A economia do Irã enfrenta um longo caminho para a recuperação, mesmo após a assinatura de um memorando de entendimento entre o país e os Estados Unidos para estender um cessar-fogo. A trégua, que se mostrou frágil, foi testada nos últimos dias com ataques a petroleiros no Estreito de Ormuz e uma nova onda de bombardeios militares americanos.
Conflitos e suas consequências econômicas
Desde a assinatura do acordo, três petroleiros foram atingidos, enquanto as negociações mediadas entre Irã e EUA estão programadas para recomeçar na próxima semana, após o funeral do líder supremo do Irã, Aiatolá Ali Khamenei. Recentemente, os EUA realizaram ataques aéreos em províncias do sul do Irã, levando o Corpo da Guarda Revolucionária Islâmica (IRGC) e o Exército regular iraniano a retaliar com mísseis e drones contra interesses americanos em Bahrein e Kuwait.

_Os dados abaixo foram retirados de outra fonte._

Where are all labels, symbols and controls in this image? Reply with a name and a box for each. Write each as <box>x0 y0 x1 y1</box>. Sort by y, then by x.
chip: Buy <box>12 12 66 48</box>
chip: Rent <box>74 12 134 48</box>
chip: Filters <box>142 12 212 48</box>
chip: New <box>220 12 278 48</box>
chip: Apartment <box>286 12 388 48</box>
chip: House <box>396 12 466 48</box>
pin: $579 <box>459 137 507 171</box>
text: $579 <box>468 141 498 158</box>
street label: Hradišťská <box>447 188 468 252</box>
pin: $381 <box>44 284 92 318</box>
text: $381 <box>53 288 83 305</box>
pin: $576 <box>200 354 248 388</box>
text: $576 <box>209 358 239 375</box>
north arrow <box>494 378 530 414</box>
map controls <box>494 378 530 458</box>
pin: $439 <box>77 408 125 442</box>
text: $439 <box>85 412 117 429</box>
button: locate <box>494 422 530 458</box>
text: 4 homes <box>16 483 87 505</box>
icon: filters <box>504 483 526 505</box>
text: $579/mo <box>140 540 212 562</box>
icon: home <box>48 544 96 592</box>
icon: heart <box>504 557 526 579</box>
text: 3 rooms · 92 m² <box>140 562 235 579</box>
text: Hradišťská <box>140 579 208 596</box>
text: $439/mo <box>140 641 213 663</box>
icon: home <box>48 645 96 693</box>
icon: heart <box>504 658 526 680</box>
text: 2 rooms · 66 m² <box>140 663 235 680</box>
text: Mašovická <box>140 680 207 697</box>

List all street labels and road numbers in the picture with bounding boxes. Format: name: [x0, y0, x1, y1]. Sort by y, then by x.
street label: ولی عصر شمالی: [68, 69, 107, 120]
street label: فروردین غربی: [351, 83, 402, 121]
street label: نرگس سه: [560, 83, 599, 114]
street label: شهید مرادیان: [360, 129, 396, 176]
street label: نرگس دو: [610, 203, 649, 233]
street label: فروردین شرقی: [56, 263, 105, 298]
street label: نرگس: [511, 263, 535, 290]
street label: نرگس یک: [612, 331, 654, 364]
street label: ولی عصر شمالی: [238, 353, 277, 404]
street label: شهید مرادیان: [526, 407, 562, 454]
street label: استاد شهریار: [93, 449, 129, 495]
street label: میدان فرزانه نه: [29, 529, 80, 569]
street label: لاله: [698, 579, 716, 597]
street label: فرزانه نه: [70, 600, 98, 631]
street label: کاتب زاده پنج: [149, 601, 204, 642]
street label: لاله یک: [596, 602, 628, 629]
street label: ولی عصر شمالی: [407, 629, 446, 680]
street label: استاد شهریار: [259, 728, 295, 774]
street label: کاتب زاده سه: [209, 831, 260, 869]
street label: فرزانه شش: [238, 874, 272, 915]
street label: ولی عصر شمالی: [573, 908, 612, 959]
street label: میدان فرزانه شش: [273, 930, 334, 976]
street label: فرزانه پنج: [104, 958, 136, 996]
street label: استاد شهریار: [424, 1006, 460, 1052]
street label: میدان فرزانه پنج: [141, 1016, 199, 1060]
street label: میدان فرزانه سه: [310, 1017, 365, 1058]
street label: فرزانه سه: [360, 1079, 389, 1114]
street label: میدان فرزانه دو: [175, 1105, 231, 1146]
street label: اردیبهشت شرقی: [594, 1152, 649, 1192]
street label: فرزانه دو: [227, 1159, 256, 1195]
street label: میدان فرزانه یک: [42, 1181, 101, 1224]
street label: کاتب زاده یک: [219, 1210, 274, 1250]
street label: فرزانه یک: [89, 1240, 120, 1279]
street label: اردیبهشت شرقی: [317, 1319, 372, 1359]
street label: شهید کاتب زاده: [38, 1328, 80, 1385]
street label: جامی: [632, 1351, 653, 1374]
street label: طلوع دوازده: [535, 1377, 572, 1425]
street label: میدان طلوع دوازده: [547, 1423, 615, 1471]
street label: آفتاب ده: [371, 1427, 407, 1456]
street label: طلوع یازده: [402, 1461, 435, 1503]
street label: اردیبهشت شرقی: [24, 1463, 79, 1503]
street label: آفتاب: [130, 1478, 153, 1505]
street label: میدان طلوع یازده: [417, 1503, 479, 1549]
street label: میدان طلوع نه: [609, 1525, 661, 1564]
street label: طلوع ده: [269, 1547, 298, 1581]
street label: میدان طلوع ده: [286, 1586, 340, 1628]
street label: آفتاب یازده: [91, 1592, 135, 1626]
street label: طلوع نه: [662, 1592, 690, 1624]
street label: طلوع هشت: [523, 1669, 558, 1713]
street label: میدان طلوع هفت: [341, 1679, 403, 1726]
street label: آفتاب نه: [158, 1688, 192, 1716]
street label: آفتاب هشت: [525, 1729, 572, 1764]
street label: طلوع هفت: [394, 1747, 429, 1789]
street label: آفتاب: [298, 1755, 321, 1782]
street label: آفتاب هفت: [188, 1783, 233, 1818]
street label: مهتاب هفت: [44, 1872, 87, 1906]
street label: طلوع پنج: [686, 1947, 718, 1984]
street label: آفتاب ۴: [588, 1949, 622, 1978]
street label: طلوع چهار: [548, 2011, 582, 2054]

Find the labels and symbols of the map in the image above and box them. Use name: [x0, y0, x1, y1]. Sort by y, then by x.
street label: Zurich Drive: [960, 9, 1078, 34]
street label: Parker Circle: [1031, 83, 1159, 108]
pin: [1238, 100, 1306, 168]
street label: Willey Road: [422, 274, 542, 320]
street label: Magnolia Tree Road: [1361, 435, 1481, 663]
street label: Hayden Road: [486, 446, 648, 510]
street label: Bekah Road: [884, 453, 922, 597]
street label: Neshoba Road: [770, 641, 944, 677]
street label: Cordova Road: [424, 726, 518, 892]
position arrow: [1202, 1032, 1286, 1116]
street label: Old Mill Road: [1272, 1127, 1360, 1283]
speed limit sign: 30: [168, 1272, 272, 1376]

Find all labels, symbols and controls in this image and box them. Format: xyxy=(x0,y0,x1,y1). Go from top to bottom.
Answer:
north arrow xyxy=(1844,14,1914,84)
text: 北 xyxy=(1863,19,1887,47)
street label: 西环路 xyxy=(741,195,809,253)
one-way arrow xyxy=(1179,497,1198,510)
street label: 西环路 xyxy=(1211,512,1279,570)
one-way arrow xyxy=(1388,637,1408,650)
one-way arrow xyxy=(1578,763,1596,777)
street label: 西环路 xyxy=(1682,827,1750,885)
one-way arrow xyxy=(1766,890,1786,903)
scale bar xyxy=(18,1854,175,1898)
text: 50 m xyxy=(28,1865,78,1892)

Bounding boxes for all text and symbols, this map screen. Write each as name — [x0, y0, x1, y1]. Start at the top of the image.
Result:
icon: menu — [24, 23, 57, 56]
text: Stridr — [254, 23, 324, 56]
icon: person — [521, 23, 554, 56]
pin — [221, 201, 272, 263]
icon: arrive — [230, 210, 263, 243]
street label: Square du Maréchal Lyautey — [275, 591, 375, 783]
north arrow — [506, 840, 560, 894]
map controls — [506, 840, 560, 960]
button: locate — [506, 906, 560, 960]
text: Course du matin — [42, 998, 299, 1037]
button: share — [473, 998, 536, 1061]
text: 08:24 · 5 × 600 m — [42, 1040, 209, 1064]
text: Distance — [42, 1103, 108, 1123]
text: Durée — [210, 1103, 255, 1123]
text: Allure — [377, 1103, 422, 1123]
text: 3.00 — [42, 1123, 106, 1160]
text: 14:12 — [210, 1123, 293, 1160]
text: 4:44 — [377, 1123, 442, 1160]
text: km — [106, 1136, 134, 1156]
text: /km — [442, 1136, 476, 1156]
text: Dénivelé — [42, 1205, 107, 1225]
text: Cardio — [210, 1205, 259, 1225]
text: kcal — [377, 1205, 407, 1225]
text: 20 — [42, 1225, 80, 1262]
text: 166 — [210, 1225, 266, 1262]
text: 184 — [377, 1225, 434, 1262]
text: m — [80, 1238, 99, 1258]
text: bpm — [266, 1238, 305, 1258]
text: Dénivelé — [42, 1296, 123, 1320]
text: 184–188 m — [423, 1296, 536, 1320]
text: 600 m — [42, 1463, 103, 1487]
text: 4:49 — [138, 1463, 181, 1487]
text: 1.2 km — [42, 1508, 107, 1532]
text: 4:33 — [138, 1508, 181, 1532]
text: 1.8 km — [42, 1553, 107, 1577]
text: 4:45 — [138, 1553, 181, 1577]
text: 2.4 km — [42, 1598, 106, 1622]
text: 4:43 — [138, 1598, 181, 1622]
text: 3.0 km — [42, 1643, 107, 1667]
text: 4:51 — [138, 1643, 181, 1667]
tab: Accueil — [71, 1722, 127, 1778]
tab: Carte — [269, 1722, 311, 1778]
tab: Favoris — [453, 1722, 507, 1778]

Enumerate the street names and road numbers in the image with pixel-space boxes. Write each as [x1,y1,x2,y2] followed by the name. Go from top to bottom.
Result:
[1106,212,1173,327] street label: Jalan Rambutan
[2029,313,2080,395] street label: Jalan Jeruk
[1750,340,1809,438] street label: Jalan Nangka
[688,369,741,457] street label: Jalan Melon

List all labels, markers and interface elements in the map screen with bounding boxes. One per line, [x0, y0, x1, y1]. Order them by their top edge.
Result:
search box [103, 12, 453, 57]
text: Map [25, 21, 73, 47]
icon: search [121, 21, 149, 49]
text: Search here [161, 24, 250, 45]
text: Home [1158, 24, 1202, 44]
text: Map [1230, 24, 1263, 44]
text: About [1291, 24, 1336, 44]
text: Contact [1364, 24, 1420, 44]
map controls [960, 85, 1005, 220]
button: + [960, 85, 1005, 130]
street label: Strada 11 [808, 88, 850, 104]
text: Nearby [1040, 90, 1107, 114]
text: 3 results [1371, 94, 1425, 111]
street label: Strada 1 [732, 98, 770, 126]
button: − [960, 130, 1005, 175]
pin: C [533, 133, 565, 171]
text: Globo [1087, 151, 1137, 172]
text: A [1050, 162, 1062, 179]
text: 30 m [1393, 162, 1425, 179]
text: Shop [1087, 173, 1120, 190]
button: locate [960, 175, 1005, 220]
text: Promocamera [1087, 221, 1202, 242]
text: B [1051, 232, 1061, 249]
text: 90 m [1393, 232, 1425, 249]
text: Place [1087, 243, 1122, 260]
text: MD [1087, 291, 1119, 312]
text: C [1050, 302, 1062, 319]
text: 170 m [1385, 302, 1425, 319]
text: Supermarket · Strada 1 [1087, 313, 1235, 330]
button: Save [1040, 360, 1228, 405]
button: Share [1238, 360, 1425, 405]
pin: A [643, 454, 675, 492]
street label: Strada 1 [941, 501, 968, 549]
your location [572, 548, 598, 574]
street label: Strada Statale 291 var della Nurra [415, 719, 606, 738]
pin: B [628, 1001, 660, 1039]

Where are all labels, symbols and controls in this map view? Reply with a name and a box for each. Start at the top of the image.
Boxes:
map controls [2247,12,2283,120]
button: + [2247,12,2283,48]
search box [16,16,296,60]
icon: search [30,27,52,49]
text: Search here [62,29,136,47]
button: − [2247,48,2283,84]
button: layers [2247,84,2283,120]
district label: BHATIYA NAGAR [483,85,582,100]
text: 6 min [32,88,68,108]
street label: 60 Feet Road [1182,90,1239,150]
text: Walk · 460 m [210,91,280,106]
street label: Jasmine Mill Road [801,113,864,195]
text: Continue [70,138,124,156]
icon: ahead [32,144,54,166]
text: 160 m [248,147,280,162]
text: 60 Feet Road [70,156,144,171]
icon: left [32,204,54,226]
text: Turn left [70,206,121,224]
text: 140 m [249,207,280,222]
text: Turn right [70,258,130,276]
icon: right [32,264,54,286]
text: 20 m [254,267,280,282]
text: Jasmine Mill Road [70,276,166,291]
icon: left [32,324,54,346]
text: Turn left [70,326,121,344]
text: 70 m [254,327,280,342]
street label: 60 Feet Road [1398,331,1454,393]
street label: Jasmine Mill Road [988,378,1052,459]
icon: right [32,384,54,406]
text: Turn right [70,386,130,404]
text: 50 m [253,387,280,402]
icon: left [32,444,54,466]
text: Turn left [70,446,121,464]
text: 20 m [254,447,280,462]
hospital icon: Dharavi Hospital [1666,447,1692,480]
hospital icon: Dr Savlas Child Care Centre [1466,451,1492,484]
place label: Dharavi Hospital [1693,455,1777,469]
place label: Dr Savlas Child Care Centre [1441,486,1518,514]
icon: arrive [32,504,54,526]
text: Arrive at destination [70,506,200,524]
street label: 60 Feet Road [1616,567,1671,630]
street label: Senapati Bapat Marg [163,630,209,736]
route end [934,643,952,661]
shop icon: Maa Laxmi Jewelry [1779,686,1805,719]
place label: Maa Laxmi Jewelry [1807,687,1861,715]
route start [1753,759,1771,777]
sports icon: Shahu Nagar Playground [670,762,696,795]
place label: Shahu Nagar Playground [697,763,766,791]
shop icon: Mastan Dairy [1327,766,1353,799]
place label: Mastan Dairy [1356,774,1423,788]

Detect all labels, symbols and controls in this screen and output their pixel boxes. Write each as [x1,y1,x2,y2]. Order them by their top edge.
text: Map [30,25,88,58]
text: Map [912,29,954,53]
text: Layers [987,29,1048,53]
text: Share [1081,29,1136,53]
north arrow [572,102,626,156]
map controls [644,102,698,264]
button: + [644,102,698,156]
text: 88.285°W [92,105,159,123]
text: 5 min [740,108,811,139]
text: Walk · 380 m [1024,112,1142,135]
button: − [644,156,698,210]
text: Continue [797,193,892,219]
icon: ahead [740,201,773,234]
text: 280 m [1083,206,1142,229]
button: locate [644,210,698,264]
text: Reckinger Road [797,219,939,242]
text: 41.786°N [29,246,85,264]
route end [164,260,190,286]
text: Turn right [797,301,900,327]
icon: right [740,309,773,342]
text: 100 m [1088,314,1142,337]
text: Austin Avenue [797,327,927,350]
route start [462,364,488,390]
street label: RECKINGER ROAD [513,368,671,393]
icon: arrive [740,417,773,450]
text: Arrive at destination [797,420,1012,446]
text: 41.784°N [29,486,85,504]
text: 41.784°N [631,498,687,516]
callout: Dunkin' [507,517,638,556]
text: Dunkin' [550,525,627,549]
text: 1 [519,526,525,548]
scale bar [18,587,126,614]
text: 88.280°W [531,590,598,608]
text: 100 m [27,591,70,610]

Ambos os lados se acusaram mutuamente de violar o entendimento assinado no mês passado.
Analistas afirmam que mesmo com um possível acordo a longo prazo e a suspensão das sanções ocidentais, a economia iraniana levará tempo para se recuperar. A situação foi agravada por anos de má gestão, corrupção, sanções rigorosas da ONU e do Ocidente, além de protestos nacionais e interrupções na internet.
Impacto econômico e desafios futuros
A inflação no Irã atingiu níveis alarmantes, com um aumento de 88,6% em relação ao ano anterior, de acordo com o último relatório do Centro Estatístico do Irã. A inflação alimentar, em particular, disparou quase 134%. O desemprego está em 7,5%, mas a participação da força de trabalho é de apenas 40%, indicando que muitos iranianos em idade de trabalhar estão fora do mercado formal.
A escassez de recursos e a pressão orçamentária limitam a capacidade do governo de oferecer alívio à população, que se resume a pequenos subsídios mensais e cupons eletrônicos para bens essenciais. Um relatório do Banco Central do Irã revelou que, no ano anterior, o PIB teve um crescimento de -0,7%, enquanto a formação bruta de capital fixo caiu em quase 12%.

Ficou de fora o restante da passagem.